--- Assigned task ---
How many of the lines below hold "Bernard"? Only the number, please.

--- The records ---

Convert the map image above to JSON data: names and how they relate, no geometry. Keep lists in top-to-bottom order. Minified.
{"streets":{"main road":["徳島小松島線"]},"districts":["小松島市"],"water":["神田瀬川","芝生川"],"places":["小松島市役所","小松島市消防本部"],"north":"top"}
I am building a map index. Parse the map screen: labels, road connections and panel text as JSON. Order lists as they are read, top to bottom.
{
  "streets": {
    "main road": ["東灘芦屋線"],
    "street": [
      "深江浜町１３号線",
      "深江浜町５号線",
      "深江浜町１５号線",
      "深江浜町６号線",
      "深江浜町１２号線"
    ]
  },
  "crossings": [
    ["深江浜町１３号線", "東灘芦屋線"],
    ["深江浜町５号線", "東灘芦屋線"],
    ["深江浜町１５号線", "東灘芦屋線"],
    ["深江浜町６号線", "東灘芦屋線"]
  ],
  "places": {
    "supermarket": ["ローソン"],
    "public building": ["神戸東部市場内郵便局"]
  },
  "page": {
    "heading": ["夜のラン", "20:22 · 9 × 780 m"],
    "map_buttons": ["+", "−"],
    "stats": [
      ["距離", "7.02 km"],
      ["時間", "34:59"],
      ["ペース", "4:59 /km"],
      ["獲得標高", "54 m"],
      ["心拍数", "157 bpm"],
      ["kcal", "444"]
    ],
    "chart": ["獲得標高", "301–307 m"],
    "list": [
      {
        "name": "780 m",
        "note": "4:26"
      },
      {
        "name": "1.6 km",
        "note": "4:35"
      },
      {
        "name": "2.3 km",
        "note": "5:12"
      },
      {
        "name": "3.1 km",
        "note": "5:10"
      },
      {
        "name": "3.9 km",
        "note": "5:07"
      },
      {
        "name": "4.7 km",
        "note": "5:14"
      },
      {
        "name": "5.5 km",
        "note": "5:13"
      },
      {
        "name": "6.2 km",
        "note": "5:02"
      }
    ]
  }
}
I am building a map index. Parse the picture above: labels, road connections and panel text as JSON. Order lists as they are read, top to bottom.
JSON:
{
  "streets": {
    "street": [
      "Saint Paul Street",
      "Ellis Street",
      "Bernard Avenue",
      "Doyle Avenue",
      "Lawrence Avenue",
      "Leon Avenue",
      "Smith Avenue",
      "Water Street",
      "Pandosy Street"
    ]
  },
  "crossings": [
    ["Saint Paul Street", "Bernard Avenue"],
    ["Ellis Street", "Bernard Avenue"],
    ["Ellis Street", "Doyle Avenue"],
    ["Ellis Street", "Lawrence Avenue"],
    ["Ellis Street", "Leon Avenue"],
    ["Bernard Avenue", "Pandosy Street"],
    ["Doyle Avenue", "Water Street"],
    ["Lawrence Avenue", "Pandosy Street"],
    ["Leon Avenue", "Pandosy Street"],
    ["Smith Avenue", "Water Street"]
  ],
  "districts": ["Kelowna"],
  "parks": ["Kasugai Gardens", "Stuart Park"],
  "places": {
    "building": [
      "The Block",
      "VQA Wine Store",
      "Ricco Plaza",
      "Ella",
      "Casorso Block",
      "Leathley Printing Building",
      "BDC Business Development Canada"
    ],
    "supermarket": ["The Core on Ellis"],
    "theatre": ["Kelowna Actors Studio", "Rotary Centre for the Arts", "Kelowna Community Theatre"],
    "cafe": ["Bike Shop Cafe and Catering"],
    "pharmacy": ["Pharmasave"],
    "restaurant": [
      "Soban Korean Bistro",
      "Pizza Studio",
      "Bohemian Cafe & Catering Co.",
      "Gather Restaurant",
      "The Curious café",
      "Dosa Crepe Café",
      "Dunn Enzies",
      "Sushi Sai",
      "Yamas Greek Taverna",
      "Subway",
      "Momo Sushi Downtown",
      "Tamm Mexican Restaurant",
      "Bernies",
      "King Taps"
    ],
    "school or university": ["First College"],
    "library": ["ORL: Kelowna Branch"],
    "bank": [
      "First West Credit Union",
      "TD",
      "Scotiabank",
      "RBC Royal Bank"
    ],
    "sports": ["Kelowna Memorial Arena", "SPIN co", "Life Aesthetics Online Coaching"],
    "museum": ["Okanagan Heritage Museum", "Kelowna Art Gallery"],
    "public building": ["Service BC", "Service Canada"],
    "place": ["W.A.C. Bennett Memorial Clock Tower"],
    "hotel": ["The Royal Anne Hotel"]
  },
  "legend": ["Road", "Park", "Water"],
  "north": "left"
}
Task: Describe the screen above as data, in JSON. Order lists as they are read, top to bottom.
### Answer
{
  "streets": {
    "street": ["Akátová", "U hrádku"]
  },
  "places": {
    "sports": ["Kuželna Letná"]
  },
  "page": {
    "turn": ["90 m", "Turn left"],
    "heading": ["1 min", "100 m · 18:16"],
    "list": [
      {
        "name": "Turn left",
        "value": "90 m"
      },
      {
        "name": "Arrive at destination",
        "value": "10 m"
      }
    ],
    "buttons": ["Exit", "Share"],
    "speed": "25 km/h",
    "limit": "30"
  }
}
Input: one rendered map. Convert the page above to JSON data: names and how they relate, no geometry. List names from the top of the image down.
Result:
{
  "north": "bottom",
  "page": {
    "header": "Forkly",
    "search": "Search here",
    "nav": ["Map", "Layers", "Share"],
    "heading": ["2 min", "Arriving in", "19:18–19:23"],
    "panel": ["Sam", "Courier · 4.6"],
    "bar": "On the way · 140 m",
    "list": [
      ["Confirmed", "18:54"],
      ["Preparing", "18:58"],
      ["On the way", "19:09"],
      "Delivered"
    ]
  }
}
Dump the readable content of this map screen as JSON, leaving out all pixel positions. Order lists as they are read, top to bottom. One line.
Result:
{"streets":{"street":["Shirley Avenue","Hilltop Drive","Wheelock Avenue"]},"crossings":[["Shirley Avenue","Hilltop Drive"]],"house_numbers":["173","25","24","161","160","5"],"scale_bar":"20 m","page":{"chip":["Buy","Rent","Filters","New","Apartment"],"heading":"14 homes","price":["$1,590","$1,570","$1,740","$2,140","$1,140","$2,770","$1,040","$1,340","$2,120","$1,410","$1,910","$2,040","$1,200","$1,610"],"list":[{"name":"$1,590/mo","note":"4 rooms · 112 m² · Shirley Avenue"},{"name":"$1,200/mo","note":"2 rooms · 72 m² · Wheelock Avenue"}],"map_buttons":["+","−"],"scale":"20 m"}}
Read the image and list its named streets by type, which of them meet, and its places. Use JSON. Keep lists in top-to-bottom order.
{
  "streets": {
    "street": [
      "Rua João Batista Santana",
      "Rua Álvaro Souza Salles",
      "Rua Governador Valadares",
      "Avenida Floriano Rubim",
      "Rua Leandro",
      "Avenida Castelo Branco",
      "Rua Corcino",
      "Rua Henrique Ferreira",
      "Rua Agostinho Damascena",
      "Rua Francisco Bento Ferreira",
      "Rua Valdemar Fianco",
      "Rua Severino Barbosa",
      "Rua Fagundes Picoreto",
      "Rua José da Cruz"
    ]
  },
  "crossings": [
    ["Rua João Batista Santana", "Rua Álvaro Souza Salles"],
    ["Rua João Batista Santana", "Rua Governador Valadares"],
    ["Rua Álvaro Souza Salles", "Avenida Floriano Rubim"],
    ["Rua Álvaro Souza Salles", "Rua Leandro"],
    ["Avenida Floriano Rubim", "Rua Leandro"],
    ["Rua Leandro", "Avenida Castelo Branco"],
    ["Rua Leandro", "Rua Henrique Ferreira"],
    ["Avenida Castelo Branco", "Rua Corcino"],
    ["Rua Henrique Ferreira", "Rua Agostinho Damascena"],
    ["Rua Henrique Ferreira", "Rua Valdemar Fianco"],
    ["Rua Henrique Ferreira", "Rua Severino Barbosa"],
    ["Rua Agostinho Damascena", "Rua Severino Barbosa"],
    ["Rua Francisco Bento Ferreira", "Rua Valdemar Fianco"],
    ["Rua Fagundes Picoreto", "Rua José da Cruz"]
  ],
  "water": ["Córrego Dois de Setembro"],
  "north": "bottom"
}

---

--- Final answer ---
4